The other day I read an interesting article about 'productivity guilt' and thought I would share some points from this with Forum members. This is important because with productivity guilt, it can create a sense of negativity, increase your anxiety and reduce productivity.

There is good news though. Productivity guilt can be overcome and there are seven ideas shown later in this article.. But it all starts with understanding the roots of productivity guilt and how it affects your performance.

What is productivity guilt?

Productivity guilt, quite simply is that negative feeling associated with a belief that you haven’t achieved enough - or even worked hard enough. This can impact mental health.

The Root Cause

Productivity guilt can result from unrealistic expectations, set by yourself or others in your organisation. It can also be created by unrealistic comparisons you make with other people, when you should focus only on you. We live and work in a society where happiness equals success, which can create a negative feeling that we are not doing enough.

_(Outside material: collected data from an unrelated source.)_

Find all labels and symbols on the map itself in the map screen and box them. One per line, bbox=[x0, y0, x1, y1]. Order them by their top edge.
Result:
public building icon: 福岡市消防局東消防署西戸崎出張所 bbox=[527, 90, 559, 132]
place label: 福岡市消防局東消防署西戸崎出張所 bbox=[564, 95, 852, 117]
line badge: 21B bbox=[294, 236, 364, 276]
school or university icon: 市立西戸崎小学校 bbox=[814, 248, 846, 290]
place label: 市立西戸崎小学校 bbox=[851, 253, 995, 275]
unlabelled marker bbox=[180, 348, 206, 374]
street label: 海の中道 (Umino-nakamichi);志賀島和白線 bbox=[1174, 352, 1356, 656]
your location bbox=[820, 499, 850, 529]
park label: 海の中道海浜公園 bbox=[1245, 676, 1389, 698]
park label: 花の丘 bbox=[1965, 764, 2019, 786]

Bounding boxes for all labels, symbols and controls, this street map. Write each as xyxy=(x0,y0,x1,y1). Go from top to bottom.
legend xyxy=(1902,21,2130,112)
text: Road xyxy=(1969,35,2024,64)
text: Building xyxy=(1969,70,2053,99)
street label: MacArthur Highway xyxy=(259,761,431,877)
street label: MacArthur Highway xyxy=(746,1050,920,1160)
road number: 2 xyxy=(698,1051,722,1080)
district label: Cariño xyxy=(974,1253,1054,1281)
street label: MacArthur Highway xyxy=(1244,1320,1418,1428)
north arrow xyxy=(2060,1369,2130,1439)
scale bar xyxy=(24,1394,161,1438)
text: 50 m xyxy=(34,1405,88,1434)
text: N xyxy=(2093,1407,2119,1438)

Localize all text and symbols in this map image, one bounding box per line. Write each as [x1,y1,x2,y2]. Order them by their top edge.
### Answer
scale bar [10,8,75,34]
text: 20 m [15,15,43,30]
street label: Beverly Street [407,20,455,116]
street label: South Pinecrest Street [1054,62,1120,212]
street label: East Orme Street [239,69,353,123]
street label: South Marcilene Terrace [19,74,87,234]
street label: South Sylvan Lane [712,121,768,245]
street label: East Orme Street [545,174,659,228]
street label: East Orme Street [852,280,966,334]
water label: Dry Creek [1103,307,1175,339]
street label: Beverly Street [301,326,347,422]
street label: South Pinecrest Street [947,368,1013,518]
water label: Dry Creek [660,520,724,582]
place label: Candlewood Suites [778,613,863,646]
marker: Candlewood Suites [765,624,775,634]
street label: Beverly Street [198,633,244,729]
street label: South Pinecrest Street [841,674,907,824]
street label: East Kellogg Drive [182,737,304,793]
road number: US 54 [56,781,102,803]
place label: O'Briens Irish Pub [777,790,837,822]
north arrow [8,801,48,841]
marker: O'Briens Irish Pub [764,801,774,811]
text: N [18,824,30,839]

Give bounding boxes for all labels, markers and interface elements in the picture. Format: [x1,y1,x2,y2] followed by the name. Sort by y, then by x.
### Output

But as Einstein said, try not to be a person of success but person of value. "Try not to be a person of success but a person of value" The Consequences Such feelings of guilt can hinder our ability to relax, concentrate and sleep.

Learning to overcome productivity guilt can improve your well-being and ultimately make you more productive.

How to overcome productivity guilt

From the article I read, I have highlighted some ways to overcome productivity guilt:

  • identify the source

  • stop comparing

  • busy vs productive

  • make priorities

  • under promise...

  • create bite-sized actions

  • take care of yourself

1. Identify the source of your guilt

If you are being self-critical, be gentler with yourself and remind yourself of all the great things you are doing. I would also advocate knowing your strengths via StrengthsFinder. If the guilt is being caused by the expectations of others, then show courage and have a grown up conversation about this. Perhaps re-align goals – or even cut out things that don’t really matter. 2. Stop comparing yourself

There is a great line in a song by the band James “If I hadn't seen such riches I could live with being poor” Making comparisons to others can lead to envy. Focus on being better than you are today and not better than others. Know your strengths. Find ways to keep learning.

3. Busy vs productive

Being busy means you are always doing something. Being productive means you are being effective and achieving your goals. Don’t tell people your busy; tell them your productive. Focus on those things that deliver your goals and worry less about the rest.

4. Make priorities

Today you probably did not have enough time to complete everything on your to-do list. Instead learn new ways to prioritise. I am a fan of Stephen Covey’s Important vs Urgent model. Google it.

5. Under promise and over deliver

Unrealistic expectations are the root of many feelings of guilt. Set yourself up for success by ensuring those goals are realistic and achievable.

6. Create bite-sized actions

Break your large tasks into bite-sized pieces to create small and quick wins and a sense of momentum.

Have monthly, weekly and a daily task list.

7. Take care of yourself Distract your thoughts through your hobbies. Get out and about. Talk to people. Immerse yourself in the Forum activities (it should be guilt free).

Celebrate achievements. Go do something different.

Whatever you do - please make sure that you reduce those levels of productivity guilt.